Despite the comedic aspect of I feel Bad (I get it! It’s a half hour comedy. We’re not supposed to take it all that seriously!), there is an expectation for all the moms out there to chuckle wryly and feel a sense of kinship towards a character who isn’t afraid to admit what we’re all secretly thinking. It also wants us to give ourselves a great big pat on the back when it reaffirms the notion that it’s ok not to be perfect. The problem here is the show doesn’t actually understand what working moms are thinking, focused so determinedly as it is in presenting a character who thinks only of herself.
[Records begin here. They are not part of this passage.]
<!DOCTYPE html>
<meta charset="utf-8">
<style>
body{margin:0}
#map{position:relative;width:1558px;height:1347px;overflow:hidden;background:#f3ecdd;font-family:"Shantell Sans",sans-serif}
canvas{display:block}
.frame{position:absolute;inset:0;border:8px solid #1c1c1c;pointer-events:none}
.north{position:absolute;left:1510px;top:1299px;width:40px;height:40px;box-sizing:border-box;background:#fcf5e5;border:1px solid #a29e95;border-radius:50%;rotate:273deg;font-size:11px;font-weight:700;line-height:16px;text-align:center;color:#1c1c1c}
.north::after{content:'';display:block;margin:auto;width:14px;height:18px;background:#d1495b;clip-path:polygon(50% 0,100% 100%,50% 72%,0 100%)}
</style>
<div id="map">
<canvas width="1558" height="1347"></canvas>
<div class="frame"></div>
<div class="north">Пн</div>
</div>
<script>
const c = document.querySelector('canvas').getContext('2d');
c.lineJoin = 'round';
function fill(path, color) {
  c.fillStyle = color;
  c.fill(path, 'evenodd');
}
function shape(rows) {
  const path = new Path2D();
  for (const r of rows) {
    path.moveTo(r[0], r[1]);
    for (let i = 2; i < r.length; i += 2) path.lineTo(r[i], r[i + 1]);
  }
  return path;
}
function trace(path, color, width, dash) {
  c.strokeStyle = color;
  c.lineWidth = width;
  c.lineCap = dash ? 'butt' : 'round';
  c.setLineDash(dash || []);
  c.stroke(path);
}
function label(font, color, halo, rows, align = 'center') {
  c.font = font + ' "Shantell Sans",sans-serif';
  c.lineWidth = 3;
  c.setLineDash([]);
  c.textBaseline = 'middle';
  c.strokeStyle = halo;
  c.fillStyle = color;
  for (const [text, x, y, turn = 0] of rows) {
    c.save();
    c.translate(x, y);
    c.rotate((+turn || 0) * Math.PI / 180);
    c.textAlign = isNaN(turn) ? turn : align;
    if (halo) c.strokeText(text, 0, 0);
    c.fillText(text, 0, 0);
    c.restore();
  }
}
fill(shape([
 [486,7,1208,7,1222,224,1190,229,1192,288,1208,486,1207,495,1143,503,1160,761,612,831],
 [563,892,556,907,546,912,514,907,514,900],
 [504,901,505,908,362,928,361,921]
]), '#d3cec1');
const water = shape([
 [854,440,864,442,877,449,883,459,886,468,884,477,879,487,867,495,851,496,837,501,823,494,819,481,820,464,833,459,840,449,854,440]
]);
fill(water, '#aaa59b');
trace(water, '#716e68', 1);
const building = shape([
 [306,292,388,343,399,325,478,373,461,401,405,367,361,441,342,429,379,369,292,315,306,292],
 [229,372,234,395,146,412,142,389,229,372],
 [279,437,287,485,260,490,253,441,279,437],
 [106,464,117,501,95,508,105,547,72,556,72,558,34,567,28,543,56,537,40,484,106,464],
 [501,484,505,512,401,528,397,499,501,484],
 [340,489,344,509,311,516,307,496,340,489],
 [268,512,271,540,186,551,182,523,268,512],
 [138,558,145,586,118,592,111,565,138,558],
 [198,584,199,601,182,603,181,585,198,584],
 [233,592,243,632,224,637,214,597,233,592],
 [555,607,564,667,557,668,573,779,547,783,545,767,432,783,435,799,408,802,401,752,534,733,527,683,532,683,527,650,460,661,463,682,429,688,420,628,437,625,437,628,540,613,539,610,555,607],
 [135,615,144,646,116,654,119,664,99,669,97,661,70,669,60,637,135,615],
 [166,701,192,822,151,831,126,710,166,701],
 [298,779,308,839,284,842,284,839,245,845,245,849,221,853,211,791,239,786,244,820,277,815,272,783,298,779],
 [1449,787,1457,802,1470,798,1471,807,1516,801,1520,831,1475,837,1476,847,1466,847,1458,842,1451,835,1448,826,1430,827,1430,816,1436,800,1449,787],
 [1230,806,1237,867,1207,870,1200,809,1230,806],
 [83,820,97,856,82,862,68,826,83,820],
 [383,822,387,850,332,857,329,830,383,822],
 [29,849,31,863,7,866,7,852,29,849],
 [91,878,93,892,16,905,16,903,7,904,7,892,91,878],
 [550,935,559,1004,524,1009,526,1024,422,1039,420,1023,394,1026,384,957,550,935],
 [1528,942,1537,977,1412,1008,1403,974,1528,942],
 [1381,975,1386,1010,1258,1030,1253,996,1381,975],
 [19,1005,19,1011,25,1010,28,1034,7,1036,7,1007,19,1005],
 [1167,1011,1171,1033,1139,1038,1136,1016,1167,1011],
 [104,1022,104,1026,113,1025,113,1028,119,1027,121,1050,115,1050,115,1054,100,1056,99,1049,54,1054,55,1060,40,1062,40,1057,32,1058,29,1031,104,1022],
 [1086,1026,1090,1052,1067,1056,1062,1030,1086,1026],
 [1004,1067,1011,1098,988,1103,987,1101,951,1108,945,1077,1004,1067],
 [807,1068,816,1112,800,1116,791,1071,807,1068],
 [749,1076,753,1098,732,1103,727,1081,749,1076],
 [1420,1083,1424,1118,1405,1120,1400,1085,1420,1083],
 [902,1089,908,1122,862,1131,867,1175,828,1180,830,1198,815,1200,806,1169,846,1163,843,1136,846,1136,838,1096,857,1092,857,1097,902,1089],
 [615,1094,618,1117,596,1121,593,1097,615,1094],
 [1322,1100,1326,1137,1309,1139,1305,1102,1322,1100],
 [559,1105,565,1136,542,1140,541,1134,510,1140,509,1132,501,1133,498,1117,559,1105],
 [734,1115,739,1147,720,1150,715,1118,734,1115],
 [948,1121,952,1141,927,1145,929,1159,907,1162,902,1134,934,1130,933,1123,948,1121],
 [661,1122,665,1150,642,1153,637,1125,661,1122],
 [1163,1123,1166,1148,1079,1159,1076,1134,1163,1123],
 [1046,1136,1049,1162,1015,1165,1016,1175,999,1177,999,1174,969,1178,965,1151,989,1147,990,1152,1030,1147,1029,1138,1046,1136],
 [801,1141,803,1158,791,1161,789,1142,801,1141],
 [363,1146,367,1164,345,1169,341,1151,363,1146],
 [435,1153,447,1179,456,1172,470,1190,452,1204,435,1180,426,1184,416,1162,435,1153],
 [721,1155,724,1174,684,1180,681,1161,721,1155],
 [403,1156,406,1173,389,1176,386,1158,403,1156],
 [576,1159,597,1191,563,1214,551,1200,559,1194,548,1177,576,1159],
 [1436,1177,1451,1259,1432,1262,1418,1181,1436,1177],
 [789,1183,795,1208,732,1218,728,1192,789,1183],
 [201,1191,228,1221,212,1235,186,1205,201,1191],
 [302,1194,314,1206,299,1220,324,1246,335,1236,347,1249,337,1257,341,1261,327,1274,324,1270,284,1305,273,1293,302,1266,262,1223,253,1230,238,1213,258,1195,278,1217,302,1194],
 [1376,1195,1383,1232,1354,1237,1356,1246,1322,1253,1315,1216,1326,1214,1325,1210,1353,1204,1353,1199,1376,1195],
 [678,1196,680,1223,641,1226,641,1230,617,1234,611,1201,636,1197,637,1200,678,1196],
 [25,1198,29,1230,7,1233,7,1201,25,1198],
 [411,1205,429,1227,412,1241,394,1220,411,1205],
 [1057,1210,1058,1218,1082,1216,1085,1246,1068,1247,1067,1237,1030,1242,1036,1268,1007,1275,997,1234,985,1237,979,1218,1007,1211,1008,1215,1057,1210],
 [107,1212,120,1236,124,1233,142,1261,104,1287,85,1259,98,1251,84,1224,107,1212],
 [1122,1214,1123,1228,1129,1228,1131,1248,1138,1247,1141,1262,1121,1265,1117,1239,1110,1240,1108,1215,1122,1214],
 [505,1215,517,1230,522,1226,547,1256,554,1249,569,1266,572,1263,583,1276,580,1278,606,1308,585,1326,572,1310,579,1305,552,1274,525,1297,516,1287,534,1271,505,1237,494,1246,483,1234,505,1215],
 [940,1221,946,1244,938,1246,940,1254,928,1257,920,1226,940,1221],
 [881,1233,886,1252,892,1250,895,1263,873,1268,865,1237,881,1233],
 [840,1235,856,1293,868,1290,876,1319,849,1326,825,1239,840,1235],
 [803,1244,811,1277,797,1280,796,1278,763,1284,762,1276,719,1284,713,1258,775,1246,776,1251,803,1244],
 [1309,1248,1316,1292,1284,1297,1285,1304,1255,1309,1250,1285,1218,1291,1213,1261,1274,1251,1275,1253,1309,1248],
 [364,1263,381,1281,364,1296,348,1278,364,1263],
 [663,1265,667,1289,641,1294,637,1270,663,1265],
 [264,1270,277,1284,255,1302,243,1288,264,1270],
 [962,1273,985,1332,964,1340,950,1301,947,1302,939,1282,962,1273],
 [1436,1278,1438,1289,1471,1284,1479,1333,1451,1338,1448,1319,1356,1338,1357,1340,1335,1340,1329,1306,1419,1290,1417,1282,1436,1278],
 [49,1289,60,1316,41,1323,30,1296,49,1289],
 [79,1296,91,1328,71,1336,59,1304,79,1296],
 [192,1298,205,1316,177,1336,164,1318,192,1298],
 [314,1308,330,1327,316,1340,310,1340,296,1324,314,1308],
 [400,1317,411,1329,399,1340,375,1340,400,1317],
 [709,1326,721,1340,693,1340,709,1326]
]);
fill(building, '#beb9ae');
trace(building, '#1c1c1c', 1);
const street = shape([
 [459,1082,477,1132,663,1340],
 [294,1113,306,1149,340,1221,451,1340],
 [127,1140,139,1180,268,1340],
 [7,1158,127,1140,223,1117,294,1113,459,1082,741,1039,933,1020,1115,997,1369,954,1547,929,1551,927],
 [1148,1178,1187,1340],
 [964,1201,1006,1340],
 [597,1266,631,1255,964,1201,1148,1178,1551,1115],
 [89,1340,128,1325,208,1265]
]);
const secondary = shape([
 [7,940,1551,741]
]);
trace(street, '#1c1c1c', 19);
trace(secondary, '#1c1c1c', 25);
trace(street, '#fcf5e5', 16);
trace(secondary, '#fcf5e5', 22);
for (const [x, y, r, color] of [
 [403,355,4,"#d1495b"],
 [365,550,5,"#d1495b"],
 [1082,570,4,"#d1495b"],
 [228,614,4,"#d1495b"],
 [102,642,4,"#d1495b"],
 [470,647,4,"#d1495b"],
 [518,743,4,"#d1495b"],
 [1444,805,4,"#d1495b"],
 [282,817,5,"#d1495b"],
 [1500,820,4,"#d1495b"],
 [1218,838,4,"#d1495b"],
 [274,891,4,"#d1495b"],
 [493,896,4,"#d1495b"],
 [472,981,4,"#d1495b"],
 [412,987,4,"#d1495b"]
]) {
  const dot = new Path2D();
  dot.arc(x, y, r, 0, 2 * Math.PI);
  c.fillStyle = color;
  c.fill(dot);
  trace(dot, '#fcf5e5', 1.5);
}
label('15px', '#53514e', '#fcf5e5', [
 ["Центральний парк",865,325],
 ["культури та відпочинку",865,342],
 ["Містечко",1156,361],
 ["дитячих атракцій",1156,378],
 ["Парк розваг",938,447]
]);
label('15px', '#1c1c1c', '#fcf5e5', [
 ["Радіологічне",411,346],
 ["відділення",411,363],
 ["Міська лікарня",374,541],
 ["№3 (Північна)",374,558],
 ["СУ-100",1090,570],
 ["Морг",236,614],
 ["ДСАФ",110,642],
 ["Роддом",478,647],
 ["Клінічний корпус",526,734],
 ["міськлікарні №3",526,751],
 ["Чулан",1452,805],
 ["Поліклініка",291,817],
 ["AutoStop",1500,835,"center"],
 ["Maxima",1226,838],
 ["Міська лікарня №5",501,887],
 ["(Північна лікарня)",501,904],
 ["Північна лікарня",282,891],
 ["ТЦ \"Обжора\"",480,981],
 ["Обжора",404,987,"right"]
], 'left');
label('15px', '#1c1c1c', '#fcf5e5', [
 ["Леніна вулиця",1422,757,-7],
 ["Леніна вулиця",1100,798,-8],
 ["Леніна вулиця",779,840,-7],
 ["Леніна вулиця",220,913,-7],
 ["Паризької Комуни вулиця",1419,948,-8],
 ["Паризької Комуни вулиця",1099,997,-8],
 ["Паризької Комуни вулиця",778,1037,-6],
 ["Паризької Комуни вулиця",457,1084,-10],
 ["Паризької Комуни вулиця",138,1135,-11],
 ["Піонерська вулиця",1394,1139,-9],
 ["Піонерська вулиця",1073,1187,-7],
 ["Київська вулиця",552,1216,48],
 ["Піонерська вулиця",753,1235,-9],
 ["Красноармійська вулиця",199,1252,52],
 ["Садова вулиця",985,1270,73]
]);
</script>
Opening credits which feature a swirling list of things Emet feels bad about “I cannot stop laughing at other people. I hate other people’s children, I like vodka, I’m way too competitive” seem mean, and only add to the sense of distance that’s already there.
Real women “juggling it all” aren’t aspiring to be perfect. More often than not they’re soldiers in trenches, heads down, trying not to catch a bullet, while attempting to keep everyone together and whole. They just want their families to be ok. In I Feel Bad Emet just wants Emet to be ok. And for the world to see she’s ok. Everything else is gravy. A shame, because there is the germ of what could be a great show here, coupled with some wonderful comedic moments from Brian George as Sonny, and Madhur Jaffrey as Maya, Emet’s parents who are at hand to lift the show into genuinely funny territory whenever they are on screen together. However Emet is simply too narcissistic to love, and the show is too out of step with reality to truly resonate with real working moms.
I Feel Bad opens with a special preview on Wednesday, Sept. 19 (10-10:30 p.m. ET), followed by an official premiere on Thursday, Oct. 4 (9:30 p.m. E.T.) on NBC.
Cast: Sarayu Blue, Paul Adelstein, Madhur Jaffrey, Brian George, James Buckley, Johnny Pemberton, Zach Cherry, Lily Rose Silver, Rahm Braslaw.
Executive Producers: Aseem Batra. Julie Anne Robinson, Amy Poehler, Dave Becky, Josh Maurer.